Korea: By What Means
October 27, 2006
Dr. Hycel B. Taylor,
Professor Emeritus, Garrett Theological Seminary (Methodist); Pastor, Christian Fellowship Church, Illinois
Reflections and Projections at the DMZ
"Not by might, nor power, but by my spirit says the Lord of Host."
In this speech I've decided to very briefly reflect upon a former time when we were here at the DMZ and project present and future possibilities, because what I shall propose transcends all rhetoric and rational analysis. I refer to a realm that I am reluctant to speak of because, given the current crisis, the suggested solution sounds unrealistic. But in reality it is the only and ultimate solution.
When I first spoke here at this damnable, desolate, and dreadful divide in the year 2000, as I looked across that dim distance I proposed a question especially to those of us who were African-Americans, but also to those from other nations, races, and religions.

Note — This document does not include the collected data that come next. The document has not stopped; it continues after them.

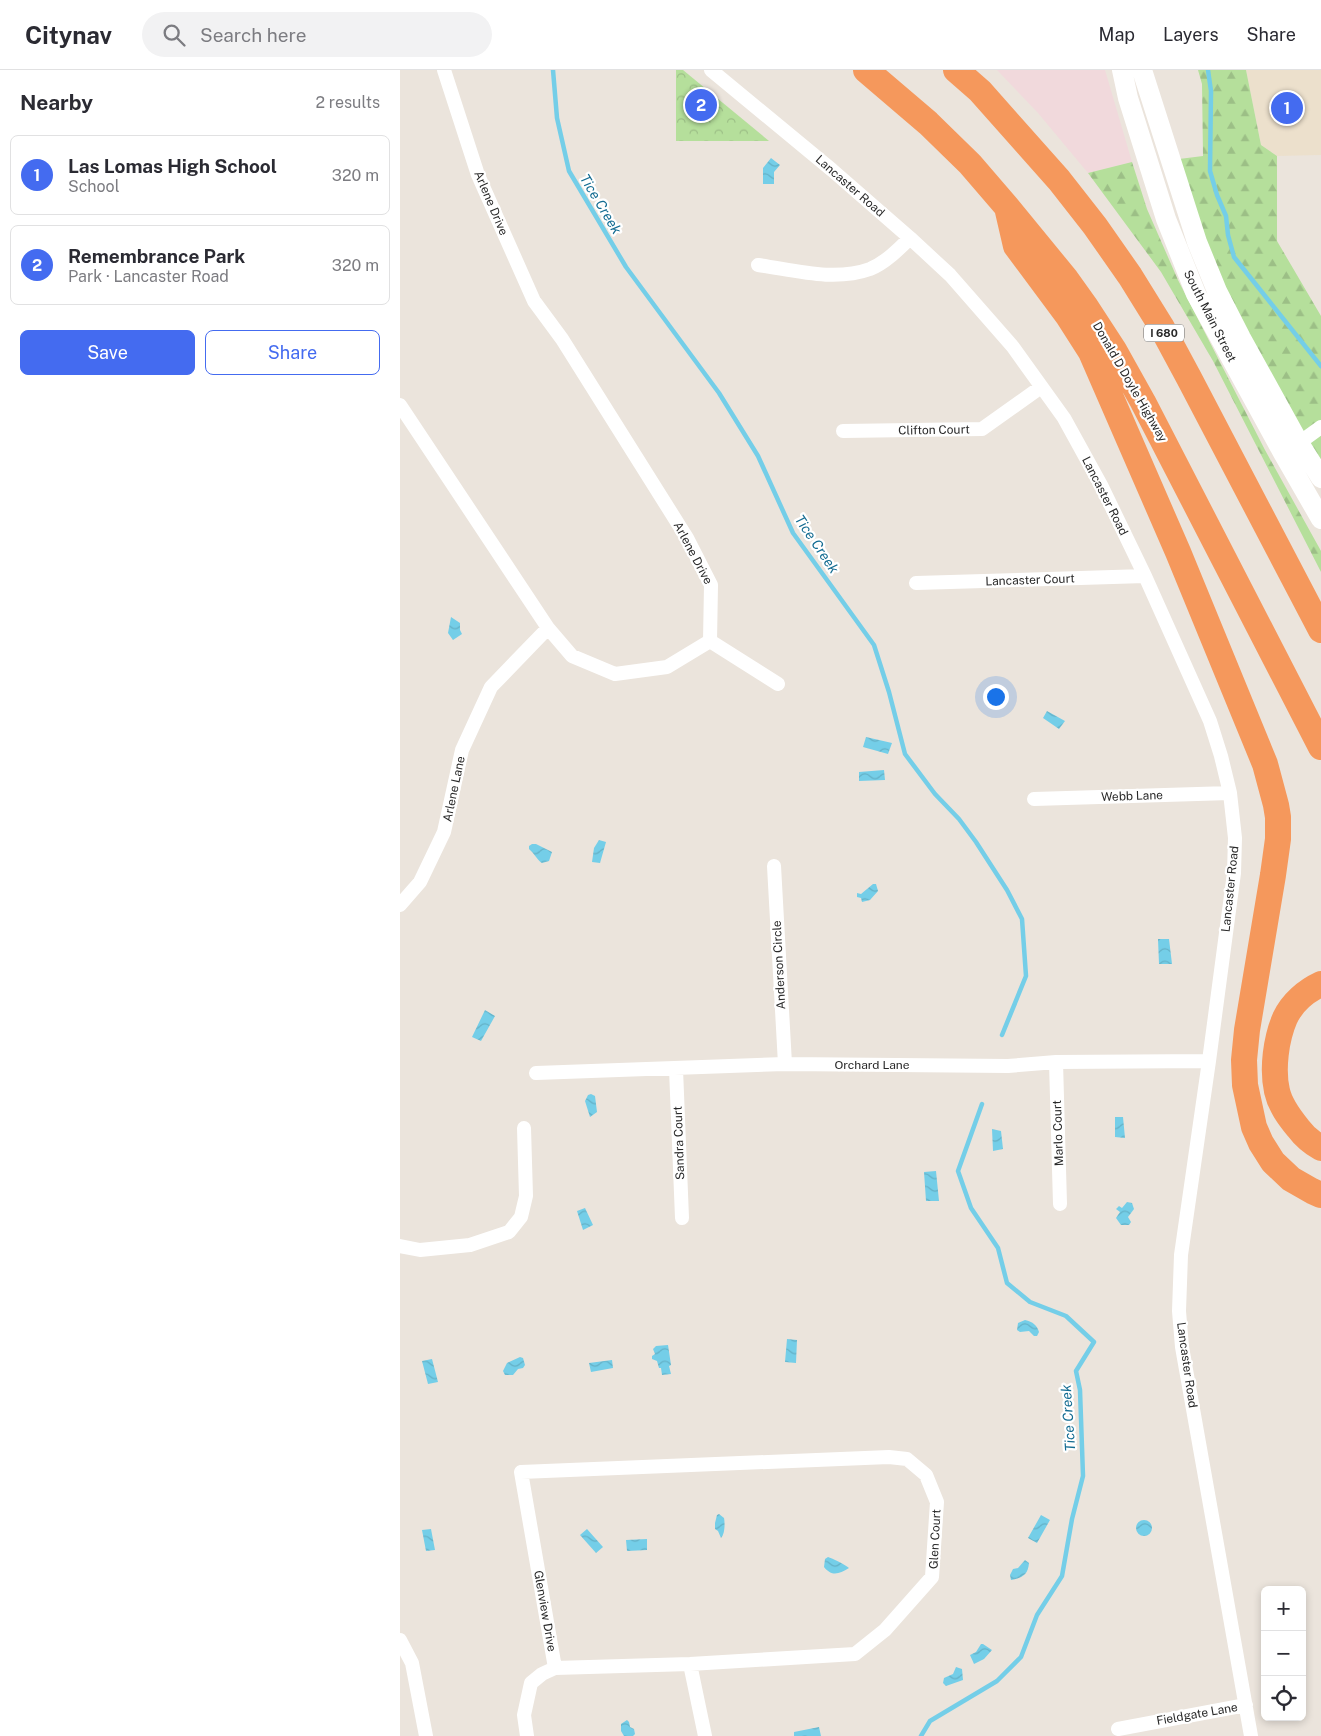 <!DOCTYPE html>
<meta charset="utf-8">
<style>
body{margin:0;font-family:"Public Sans",sans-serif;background:#f2f2f3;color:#2b2b33}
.controls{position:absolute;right:15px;bottom:15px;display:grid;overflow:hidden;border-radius:8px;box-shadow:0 2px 8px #0003}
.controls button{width:45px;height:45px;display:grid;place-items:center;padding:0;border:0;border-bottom:1px solid #e1e1e2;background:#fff;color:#2b2b33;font:25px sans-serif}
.you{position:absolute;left:595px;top:626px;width:18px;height:18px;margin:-12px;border:4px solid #fff;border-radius:50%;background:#1a73e8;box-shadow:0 0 0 8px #1a73e833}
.badge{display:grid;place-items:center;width:32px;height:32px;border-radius:50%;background:#446bf0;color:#fff;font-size:16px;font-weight:700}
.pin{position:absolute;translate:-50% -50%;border:2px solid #fff;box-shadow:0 1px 5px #0006}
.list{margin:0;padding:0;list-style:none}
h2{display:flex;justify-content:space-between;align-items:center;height:65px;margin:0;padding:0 20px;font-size:21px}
h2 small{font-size:16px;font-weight:400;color:#7c7c81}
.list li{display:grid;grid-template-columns:32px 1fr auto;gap:15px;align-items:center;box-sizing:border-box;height:80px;margin:0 10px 10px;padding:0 10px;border:1px solid #e1e1e2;border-radius:8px}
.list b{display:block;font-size:19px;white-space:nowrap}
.list p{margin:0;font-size:16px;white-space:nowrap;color:#7c7c81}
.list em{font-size:16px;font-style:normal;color:#7c7c81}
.actions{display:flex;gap:10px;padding:15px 20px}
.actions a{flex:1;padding:11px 0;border:1px solid #446bf0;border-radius:8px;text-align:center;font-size:18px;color:#446bf0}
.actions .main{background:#446bf0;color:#fff}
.icon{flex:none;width:28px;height:28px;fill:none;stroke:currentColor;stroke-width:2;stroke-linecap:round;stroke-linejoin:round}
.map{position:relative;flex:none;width:921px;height:1666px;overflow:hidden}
header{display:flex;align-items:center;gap:30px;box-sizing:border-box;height:70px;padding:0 25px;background:#fff;border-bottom:1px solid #e1e1e2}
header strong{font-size:24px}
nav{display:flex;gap:28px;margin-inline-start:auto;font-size:18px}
.search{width:350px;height:45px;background:#f2f2f3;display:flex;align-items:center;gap:12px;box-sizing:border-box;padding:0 18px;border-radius:28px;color:#7c7c81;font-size:19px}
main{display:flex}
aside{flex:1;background:#fff}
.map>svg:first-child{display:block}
</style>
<header>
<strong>Citynav</strong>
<div class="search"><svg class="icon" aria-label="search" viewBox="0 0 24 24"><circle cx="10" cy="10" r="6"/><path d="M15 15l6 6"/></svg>Search here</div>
<nav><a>Map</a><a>Layers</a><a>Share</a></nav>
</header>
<main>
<aside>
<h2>Nearby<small>2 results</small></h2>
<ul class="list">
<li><span class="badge">1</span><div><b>Las Lomas High School</b><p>School</p></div><em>320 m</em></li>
<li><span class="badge">2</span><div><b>Remembrance Park</b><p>Park · Lancaster Road</p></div><em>320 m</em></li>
</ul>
<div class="actions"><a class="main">Save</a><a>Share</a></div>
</aside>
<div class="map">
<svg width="921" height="1666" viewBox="0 0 921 1666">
<defs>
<pattern id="forest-firs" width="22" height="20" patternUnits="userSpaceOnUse" patternTransform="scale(1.25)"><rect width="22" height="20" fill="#b5df9b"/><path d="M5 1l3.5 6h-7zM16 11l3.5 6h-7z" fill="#9cbf86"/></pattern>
<pattern id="park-crowns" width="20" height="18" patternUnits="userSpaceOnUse" patternTransform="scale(1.25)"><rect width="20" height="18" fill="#b5df9b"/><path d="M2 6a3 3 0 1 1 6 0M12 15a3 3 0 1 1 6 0" fill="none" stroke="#9cbf86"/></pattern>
<pattern id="water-waves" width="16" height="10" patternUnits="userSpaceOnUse" patternTransform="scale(1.25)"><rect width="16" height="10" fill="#74cee8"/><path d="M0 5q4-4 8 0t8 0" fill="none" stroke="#64b1c7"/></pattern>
</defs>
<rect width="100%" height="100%" fill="#ebe4dc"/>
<path fill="#ece0cc" d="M 846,0 L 921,0 L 921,85 L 877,86 L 861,75 Z"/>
<path fill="#f1d9dc" d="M 597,0 L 705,0 L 732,92 L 688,103 L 638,43 Z"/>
<path fill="url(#forest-firs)" d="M 798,0 L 846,0 L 861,75 L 877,86 L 877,171 L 921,246 L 921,408 L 841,268 L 771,90 L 803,86 L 802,14 Z
M 732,92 L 747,139 L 778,210 L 865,380 L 921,481 L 921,502 L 813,291 L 761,202 L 688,103 Z"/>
<path fill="url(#park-crowns)" d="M 276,0 L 283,0 L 369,71 L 276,71 Z"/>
<path fill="url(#water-waves)" d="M 371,88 L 380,95 L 374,102 L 374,114 L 363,114 L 363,98 Z
M 51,547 L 60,553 L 60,560 L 62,564 L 53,570 L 48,563 Z
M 647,641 L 665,651 L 659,659 L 643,648 Z
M 466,667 L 492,673 L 488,684 L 463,677 Z
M 484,700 L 485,710 L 459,711 L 459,702 Z
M 199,770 L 206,772 L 200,793 L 192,792 L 194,778 Z
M 132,774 L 136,774 L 152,782 L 149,791 L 142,793 C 138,791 134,783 129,779 L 129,776 Z
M 473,814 L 476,814 L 478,821 L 470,830 L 462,832 L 461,828 L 457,827 L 457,823 L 461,824 Z
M 758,869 L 769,869 L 772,894 L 759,894 Z
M 85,940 L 95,946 L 81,971 L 72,967 Z
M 191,1024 L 195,1026 L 197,1042 L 190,1047 L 185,1031 L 188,1025 Z
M 715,1047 L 723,1047 L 725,1068 L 715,1067 Z
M 592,1059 L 601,1061 L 603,1079 L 593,1081 Z
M 536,1101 L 539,1131 L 526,1131 L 524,1102 Z
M 727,1132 L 732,1133 L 734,1139 L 728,1147 L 731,1152 L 729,1155 L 721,1155 L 716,1148 L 720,1142 L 716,1139 L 719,1136 L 722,1138 Z
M 185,1138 L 193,1155 L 183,1160 L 177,1141 Z
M 625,1250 C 633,1252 637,1255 639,1262 L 637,1266 L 634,1266 L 629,1261 L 620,1262 L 617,1260 L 618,1253 Z
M 387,1269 L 397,1270 L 396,1293 L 385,1292 Z
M 268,1275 L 271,1295 L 269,1296 L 271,1304 L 262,1305 L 261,1298 L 259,1298 L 257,1291 L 252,1289 L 252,1286 L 255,1284 L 253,1279 L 256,1276 Z
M 120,1287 L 123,1288 L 125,1295 L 123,1298 L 118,1299 L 113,1305 L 105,1305 L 103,1301 L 107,1293 Z
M 32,1289 L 38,1312 L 28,1314 L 22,1291 Z
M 212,1290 L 213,1298 L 191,1302 L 189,1293 Z
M 319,1444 L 324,1448 C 325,1453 325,1464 321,1468 L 318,1461 L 315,1459 L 315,1453 L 317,1445 Z
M 641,1445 L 650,1450 L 637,1473 L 628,1468 Z
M736 1458a8 8 0 1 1 16 0a8 8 0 1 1-16 0Z
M 31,1459 L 35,1480 L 26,1481 L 22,1460 Z
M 187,1459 L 203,1477 L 196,1483 L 180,1465 Z
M 247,1469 L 247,1480 L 227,1481 L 226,1470 Z
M 428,1487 C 432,1488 446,1495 449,1498 C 439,1504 432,1507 424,1497 L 425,1489 Z
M 625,1490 L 629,1493 C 628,1505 622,1508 611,1510 L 610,1505 L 613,1499 L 618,1498 Z
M 581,1574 L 583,1574 L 592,1580 L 584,1589 L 574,1594 L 570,1585 L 576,1582 Z
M 556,1597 L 562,1599 L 563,1610 L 546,1616 L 543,1613 L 544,1608 L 553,1604 Z
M 227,1650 L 229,1652 L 230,1657 L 234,1659 L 235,1664 L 233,1666 L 224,1666 L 221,1661 L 221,1654 Z
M 419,1657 L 421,1666 L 394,1666 L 394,1662 Z"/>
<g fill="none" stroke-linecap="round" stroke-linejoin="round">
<path stroke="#74cee8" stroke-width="4.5" d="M 153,0 L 157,48 L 169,101 L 226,197 L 319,323 L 358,386 L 393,463 L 474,575 L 489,622 L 505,684 L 535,724 L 559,749 L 576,772 L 607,820 L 622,849 L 626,906 L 602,965
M 808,0 L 811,21 L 810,101 L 817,125 L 826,146 L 828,165 L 834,187 L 921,296
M 521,1666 L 530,1651 L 597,1611 L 621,1587 L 637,1545 L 662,1506 L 672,1449 L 683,1406 L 680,1320 L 676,1301 L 694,1272 L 666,1246 L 630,1232 L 607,1213 L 598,1178 L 571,1138 L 558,1101 L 582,1034"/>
<path stroke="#fff" stroke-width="14" d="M 44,0 L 78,105 L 134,231 L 162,269 L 287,468 L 311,515 L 310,571
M 311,0 L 432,100 L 510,168 L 550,205 L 613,277 L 664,348 L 702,417 L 745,506 L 810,651 L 821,686 L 830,723 L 835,768 L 834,803 L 809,991 L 781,1185 L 779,1241 L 782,1277 L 851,1666
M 358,195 C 394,200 434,212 470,199 C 485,193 499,179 510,168
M 0,335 L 148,558 L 172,586 L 215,604 L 267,597 L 310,571
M 443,361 L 582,359 L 641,317
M 899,373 L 921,357
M 516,513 L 745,506
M 310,571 L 378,614
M 634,729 L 830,723
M 374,796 L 385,994
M 0,835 L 20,812 L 44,762 L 62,680 L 91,617 L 148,558
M 656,992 L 660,1134
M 276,999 L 282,1148
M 136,1003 L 385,994 L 608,996 L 656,992 L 809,991
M 0,1176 L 20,1180 L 70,1175 L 109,1162 L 121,1147 L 126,1126 L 124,1058
M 0,1570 L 12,1593 L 26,1666
M 290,1594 L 305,1666
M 718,1659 L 846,1635
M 127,1666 L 124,1645 L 131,1613 L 142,1604 L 155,1598 L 121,1402 L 489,1387 L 507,1389 L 526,1405 L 537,1432 L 532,1507 L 485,1560 L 455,1584 L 290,1594 L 155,1598"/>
<path stroke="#fff" stroke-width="20" d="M 722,0 L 728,28 L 766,149 L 796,224 L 883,383 L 921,449
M 742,0 L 797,172 L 817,221 L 841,268 L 899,373 L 921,408"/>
<path stroke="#f5985c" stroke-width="26" d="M 466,0 L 528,53 L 570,94 L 607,137 L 666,209 L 686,237 L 714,280 L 743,332 L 921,677
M 556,0 L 580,21 L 659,110 L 695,156 L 730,206 L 761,256 L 789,308 L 921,560
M 607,137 L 616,176 L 668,246 L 691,282 L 778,482 L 865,694 L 876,735 L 878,747 L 878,769 L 873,805 L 847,960 L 844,990 L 845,1015 L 854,1057 L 861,1073 L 873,1092 L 891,1109 L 912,1121 L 921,1125
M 921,914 C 906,921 892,933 885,948 C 876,969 872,999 877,1021 C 880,1035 889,1047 898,1058 C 904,1066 912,1073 921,1078"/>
</g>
<g text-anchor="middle" stroke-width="4.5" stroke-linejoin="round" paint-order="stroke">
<rect fill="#fff" stroke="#696969" stroke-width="1" x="744" y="254.5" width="40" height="17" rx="4"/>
<g font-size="11" font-weight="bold" fill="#292929">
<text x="764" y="267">I 680</text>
</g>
<g font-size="12" fill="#292929" stroke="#fff">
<text transform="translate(450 116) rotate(41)" y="4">Lancaster Road</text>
<text transform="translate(91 133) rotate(67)" y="4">Arlene Drive</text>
<text transform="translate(810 246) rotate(63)" y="4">South Main Street</text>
<text transform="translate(730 312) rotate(60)" y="4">Donald D Doyle Highway</text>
<text transform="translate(534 360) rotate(-1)" y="4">Clifton Court</text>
<text transform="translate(705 426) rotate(63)" y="4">Lancaster Road</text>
<text transform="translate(293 483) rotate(62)" y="4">Arlene Drive</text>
<text transform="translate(630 510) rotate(-2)" y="4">Lancaster Court</text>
<text transform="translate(54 719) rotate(-78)" y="4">Arlene Lane</text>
<text transform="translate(732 726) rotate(-2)" y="4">Webb Lane</text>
<text transform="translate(830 819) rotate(-84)" y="4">Lancaster Road</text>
<text transform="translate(379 895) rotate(-93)" y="4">Anderson Circle</text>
<text x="472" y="999">Orchard Lane</text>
<text transform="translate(658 1063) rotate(-92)" y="4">Marlo Court</text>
<text transform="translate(279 1073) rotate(-92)" y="4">Sandra Court</text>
<text transform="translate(787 1295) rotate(82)" y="4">Lancaster Road</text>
<text transform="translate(535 1469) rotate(-87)" y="4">Glen Court</text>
<text transform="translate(145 1541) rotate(80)" y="4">Glenview Drive</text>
<text transform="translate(797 1644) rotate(-10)" y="4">Fieldgate Lane</text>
</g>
<g font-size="14" font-style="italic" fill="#146c92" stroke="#fff">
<text transform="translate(201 134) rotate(59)" y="5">Tice Creek</text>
<text transform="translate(417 474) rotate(56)" y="5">Tice Creek</text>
<text transform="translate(668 1348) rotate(-94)" y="5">Tice Creek</text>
</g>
</g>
</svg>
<div class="controls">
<button>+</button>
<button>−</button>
<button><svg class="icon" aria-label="locate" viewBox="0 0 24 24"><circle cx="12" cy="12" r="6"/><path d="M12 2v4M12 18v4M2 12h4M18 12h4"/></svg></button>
</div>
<div class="you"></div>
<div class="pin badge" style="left:887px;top:38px">1</div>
<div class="pin badge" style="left:301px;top:35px">2</div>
</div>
</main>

It was a principled question that arrogant Western, ego-driven, political and religious leaders in their moralistic zeal too often fail to ask. The question was simply, "By what authority?" That is to say, by what authority do we, especially from America with all of its prejudices and its political and social problems, dare presume to offer counsel for peace to an Asian people or any other peoples on the planet? America, where my people, as we speak, still suffer from the ravages of racism -- who are disproportionately incarcerated by the millions, and who are dying daily from every disease imaginable.
The answer was, not by authority of America ís moral or military might, but by God's authority. Today, once again, by the providence of God I am here at another critical moment in history, when the threat of a worldwide nuclear holocaust looms like an ominous cloud over us, and when massive personal and national egos are conflicting and competing for power. I hear the Holy Spirit proposing to us another question which is even more sacred and sagacious than the question "By what authority?"
If we as so-called religious Ambassadors for Peace do not ask this question, we will show ourselves to be nothing more than powerless politicians cloaked in prophet's clothes and titles, and make our presence here a mockery of the living God. It is a familiar question.
We all know it, but it is not easy to seriously and sincerely ask it because we think we've already asked and answered it by our physical presence here under the title of Ambassador for Peace, and we have recited the words so often that they have become the rhetoric for rituals that flex and reflect our egos.
But that question is, "By what means?" By what means do we propose to avert a nuclear holocaust and to usher in the age of world peace? This question cannot be answered in an ego-driven process toward finding another positive political means. Rather, it can only be answered in a negative process of elimination of all human effort. The answer to the question is, "Not by might, nor power, but by my spirit says the Lord of hosts."
Let me paraphrase it a little different: "Not by our ego driven political force or the shock and awe of our military might, but by the yet untried and untested total surrender of our egos to the Holy Spirit who is in us."
I know that the idea of surrendering to the Holy Spirit sounds like reductionism and over-simplification, but what the world needs now as never before are Ambassadors for Peace who embody the living Presence of God. Some of us must undergo the rigorous spiritual discipline of eradicating our idolatrous egos until our very presence shall shake the foundations by the manifestation of the divine Presence in us.
When our warring egos - personal, national and religious - are supplanted by the awesome Presence of God who is alive in each of us, we become arsenals of the ultimate weapon against evil. Right now our weapons are hidden, even from ourselves, in the divisive dungeons of doctrine, dogma, denominationalism, and nationalism. We pose no threat to evil because we have nothing more to give than secular politicians.
Let us commit ourselves now, at this moment, before this deadly divide where we are unnaturally separated from each other, to live exemplary lives before the world. Let us be able to say, as did Peter and John when they encountered a beggar at the gate of Jerusalem asking for alms, "Silver and gold have we none, but such as we have we give unto you: Rise up and walk." Walk in joy, walk in love, walk in peace.